Noida- Nine years after a residents association went to court over the illegally built Supertech twin towers here, a series of controlled explosions reduced the 100-metre tall structures to a massive pile of rubble.
Apex (32 storeys) and Ceyane (29 storeys) were gone in seconds, in the carefully choreographed and meticulously executed demolition – the biggest such exercise in the country so far.
Local people watched from vantage points picked days in advance.
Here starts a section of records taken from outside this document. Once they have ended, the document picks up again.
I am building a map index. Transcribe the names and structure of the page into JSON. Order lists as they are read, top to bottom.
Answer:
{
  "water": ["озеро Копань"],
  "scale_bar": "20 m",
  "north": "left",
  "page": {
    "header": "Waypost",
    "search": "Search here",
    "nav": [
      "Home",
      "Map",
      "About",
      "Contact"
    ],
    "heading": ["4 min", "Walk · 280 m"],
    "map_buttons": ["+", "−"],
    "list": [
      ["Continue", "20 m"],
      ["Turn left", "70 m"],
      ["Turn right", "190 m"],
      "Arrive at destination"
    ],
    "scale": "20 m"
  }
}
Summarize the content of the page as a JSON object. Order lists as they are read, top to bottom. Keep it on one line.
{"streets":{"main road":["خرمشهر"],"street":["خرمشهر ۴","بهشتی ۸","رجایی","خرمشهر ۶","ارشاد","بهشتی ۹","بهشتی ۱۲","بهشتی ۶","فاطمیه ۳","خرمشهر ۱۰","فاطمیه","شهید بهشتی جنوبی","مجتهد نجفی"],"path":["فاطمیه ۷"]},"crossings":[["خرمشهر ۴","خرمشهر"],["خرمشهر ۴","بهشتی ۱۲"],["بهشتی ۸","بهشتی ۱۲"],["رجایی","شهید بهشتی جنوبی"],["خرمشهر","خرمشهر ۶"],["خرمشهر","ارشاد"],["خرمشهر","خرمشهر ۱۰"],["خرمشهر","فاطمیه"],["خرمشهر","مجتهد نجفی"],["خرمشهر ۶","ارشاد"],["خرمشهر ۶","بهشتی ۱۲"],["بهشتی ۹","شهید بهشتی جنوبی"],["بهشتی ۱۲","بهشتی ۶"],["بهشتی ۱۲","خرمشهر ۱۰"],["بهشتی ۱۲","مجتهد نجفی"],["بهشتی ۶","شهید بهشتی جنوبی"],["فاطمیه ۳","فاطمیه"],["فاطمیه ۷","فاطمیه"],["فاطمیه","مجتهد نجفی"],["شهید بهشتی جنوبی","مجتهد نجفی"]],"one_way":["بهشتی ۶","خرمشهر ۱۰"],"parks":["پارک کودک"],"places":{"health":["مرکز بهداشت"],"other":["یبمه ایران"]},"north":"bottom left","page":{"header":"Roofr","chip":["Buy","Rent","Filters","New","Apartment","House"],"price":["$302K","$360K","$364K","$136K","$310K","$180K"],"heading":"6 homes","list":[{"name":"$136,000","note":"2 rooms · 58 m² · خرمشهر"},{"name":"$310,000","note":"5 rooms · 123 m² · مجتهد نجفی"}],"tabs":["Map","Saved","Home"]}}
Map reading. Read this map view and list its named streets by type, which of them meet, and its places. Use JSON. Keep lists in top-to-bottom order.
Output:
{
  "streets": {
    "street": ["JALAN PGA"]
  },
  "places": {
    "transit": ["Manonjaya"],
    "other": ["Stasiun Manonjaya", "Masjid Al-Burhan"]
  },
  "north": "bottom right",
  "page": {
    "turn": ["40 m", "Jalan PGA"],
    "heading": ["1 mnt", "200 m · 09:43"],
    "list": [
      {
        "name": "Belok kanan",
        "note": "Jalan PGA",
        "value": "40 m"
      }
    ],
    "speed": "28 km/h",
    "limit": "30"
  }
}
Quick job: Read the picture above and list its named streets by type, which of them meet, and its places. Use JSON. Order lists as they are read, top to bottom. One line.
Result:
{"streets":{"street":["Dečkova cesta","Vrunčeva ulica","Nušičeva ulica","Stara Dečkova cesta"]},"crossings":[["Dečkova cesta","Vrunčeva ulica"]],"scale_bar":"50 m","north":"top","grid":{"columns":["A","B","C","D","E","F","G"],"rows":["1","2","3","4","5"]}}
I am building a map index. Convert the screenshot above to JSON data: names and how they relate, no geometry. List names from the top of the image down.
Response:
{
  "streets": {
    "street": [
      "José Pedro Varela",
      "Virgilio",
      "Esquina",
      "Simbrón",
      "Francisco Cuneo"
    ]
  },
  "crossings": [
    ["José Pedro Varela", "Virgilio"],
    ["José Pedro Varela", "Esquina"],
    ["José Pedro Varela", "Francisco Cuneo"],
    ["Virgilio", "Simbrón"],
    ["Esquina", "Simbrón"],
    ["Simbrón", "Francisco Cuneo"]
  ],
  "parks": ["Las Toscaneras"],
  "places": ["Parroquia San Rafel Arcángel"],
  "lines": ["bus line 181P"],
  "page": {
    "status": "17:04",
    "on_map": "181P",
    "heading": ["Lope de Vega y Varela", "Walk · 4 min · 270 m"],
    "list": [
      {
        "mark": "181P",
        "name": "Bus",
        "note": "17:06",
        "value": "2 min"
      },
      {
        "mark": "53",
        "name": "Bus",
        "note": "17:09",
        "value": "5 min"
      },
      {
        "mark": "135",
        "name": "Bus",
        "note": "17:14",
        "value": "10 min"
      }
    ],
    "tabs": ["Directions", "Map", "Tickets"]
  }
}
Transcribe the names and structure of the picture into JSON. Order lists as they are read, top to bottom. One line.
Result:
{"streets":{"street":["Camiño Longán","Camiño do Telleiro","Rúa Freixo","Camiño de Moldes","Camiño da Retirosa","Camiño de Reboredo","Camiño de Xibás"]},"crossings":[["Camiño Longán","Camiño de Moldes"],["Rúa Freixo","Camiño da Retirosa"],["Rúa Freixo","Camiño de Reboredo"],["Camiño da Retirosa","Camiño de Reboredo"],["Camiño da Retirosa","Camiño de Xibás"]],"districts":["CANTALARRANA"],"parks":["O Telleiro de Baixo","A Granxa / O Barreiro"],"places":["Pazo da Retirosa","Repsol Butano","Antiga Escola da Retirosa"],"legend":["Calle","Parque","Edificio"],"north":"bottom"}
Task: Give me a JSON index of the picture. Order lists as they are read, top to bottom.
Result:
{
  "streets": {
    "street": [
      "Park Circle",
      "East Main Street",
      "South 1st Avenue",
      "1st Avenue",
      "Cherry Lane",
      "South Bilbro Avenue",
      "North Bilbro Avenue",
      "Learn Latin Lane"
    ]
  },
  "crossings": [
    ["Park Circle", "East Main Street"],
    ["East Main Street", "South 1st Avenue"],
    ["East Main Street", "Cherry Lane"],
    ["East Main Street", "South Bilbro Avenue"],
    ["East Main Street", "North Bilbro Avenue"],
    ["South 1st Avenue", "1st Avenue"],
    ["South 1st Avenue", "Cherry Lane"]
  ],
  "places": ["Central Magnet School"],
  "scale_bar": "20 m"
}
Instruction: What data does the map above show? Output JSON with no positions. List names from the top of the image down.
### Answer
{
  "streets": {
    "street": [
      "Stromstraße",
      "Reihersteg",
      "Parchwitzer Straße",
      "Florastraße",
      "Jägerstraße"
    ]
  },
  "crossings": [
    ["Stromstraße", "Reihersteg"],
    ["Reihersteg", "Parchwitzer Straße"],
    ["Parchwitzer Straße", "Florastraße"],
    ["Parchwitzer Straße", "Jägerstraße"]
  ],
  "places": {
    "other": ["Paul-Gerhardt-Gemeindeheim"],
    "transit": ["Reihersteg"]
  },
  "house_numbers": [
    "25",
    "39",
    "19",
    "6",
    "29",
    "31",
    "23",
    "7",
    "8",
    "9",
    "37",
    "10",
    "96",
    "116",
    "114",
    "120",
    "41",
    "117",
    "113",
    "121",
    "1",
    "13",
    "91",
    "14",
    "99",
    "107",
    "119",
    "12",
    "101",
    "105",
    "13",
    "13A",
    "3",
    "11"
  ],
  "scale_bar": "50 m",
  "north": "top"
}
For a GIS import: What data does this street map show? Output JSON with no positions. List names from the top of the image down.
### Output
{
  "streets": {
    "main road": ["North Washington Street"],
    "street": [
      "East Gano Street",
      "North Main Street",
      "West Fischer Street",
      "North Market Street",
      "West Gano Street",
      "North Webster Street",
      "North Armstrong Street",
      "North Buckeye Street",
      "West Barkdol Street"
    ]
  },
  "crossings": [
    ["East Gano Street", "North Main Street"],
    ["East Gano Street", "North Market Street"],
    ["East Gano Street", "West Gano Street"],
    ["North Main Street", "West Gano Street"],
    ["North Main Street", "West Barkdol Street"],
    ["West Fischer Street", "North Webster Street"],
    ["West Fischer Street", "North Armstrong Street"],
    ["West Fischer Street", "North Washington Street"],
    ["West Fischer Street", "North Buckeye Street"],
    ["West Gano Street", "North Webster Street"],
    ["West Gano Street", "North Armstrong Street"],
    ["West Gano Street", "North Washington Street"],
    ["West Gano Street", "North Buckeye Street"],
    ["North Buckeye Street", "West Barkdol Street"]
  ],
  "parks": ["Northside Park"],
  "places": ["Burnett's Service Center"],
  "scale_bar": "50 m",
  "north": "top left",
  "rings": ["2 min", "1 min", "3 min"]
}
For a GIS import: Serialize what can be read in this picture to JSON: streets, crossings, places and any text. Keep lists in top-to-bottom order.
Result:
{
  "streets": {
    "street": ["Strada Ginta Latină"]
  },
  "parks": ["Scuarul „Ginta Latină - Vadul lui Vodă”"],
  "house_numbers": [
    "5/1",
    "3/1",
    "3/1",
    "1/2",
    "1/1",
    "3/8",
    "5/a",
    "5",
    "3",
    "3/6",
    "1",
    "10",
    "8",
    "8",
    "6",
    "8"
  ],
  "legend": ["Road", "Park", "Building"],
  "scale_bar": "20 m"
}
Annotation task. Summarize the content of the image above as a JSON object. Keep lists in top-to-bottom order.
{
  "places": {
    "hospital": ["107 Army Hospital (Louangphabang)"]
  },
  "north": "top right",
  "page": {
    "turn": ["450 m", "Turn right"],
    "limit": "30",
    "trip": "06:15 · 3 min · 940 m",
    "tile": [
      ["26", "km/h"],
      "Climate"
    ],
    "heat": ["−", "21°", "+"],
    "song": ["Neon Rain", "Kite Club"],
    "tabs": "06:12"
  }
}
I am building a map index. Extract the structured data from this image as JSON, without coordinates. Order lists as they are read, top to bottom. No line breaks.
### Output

Many others had travelled to Noida for what could be a once-in-a-lifetime spectacle, as 3,700 kilos of explosives bored into the pillars and walls of the two residential buildings went off in quick succession.
“It felt like structures of corruption were coming down,” said Purshotam Mishra, who watched the demolition ordered last year by the Supreme Court.
The apex court had pointed at the collusion between the builders and Noida Authority officials who let Supertech Ltd construct in the area where no buildings were to come up according to the original plans.
Just after 2.30 pm, the floors of the twin towers collapsed onto each other in a stack, which sat amid other complexes in sector 93A in Noida, an Uttar Pradesh city that adjoins New Delhi.
As the buildings went down, a cloud of dust rose obscuring their very final moments.
About 5,000 people from the adjoining Emerald Court and ATS Village societies had left their homes, hours before the demolition. Nearly 3,000 vehicles and about 200 pets were also taken out of harm’s way for the next several hours.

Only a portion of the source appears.